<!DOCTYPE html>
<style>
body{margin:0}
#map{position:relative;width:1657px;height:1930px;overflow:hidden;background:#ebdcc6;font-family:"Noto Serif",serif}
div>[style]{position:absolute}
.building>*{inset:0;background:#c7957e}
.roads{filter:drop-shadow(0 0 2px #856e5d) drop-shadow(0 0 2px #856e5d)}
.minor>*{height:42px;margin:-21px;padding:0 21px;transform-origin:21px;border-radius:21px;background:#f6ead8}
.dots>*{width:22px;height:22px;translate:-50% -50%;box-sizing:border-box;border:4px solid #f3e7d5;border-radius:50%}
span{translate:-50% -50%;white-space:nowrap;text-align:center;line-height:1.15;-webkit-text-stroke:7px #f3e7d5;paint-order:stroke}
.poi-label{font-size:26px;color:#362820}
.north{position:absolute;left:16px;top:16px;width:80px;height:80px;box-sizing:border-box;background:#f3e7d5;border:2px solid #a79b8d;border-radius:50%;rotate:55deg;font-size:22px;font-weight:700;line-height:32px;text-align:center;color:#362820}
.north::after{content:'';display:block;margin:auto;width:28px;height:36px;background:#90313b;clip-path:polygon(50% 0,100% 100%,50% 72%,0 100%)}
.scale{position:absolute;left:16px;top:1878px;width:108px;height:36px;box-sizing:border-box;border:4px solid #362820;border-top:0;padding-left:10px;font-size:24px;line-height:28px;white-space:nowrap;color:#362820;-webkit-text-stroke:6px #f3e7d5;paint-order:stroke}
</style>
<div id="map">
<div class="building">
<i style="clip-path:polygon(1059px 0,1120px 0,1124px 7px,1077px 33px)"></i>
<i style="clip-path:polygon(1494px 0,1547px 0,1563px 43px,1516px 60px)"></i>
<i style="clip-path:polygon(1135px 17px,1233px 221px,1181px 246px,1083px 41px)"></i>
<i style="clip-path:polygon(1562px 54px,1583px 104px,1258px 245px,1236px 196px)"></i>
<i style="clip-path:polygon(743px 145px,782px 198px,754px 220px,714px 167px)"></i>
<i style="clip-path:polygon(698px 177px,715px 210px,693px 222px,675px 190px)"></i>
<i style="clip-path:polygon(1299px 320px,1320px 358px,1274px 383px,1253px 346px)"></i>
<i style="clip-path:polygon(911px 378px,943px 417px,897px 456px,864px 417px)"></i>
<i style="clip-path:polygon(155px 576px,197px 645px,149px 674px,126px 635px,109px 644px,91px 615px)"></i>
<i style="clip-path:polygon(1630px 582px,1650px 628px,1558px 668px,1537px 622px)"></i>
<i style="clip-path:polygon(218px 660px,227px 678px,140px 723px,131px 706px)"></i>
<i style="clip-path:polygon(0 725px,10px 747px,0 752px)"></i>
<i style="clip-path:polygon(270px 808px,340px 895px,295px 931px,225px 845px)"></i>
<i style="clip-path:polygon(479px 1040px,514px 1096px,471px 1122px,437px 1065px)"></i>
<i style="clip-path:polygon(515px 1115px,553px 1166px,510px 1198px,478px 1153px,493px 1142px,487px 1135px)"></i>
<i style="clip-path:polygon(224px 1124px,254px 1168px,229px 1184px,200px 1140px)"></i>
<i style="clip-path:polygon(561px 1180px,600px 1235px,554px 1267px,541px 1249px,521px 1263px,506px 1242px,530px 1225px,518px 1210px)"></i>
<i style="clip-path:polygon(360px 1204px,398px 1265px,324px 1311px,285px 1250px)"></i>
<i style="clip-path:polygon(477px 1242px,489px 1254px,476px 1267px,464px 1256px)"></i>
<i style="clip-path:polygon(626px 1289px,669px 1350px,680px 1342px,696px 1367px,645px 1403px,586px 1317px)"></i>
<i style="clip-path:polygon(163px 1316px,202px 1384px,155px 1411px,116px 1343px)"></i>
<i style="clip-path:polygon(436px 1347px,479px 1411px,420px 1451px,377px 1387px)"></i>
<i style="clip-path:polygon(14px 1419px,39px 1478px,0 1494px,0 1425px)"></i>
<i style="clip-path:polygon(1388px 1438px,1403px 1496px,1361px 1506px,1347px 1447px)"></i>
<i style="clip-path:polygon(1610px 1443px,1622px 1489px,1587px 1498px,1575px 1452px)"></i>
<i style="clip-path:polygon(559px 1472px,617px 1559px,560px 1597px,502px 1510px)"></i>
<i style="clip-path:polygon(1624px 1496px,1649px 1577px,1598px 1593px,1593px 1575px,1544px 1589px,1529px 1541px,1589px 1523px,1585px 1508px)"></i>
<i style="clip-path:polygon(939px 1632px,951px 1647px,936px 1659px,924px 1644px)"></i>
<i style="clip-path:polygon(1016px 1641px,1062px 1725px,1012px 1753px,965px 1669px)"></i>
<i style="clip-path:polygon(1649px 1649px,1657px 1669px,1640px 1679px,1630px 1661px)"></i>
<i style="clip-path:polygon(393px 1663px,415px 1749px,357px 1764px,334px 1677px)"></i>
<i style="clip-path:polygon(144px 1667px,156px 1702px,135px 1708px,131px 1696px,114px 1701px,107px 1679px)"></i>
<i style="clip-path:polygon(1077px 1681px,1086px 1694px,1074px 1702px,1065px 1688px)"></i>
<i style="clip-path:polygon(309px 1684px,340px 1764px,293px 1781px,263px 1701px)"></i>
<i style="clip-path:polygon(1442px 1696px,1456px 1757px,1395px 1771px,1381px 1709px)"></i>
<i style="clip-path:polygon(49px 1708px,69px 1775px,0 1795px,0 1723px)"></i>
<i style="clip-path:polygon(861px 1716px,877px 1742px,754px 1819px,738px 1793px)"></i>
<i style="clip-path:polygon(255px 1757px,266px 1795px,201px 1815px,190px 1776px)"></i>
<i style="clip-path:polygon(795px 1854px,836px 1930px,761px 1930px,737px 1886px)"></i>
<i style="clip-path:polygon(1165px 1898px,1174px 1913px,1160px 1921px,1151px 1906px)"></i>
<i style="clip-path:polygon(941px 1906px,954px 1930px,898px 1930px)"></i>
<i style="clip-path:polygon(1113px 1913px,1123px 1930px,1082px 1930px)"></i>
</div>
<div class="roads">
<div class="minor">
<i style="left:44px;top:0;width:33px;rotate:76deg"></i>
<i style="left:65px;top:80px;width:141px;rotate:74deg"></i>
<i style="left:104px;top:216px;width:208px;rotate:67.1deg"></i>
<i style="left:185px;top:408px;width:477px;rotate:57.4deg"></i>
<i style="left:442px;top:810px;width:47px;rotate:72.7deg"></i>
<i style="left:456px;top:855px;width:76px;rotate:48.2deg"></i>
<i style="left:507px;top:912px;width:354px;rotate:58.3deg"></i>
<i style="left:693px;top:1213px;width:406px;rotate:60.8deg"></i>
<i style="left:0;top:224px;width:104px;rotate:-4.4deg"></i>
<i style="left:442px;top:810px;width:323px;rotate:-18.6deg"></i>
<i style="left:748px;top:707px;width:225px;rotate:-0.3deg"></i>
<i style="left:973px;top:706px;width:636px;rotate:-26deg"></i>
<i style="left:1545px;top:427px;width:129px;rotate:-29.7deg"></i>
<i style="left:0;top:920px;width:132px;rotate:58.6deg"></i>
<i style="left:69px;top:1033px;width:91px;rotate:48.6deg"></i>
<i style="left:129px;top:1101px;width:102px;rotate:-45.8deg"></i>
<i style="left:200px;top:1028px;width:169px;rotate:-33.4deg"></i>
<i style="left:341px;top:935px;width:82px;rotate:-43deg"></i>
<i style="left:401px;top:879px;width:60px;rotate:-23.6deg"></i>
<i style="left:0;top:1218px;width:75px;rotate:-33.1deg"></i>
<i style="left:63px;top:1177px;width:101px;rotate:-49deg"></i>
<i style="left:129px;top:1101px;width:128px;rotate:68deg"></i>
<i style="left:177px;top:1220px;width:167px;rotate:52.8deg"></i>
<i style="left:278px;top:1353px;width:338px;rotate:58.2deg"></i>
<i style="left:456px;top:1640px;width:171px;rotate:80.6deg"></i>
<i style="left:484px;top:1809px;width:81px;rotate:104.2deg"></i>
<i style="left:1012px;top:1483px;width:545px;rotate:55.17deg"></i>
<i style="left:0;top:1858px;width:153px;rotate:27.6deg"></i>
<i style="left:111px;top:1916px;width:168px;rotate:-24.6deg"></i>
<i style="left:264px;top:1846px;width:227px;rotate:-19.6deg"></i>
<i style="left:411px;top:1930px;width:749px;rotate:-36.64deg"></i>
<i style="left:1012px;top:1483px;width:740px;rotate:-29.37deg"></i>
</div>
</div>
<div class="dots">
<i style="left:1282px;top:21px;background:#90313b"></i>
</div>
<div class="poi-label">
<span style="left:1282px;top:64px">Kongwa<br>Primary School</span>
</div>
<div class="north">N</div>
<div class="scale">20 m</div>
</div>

********************

* [Your assignment]: Copy exactly the lines that run from the first line of the data to the line containing "2px #856e5d) drop-shadow(0", please, with both ends included and nothing else.

* [Exercise solution]:
<!DOCTYPE html>
<style>
body{margin:0}
#map{position:relative;width:1657px;height:1930px;overflow:hidden;background:#ebdcc6;font-family:"Noto Serif",serif}
div>[style]{position:absolute}
.building>*{inset:0;background:#c7957e}
.roads{filter:drop-shadow(0 0 2px #856e5d) drop-shadow(0 0 2px #856e5d)}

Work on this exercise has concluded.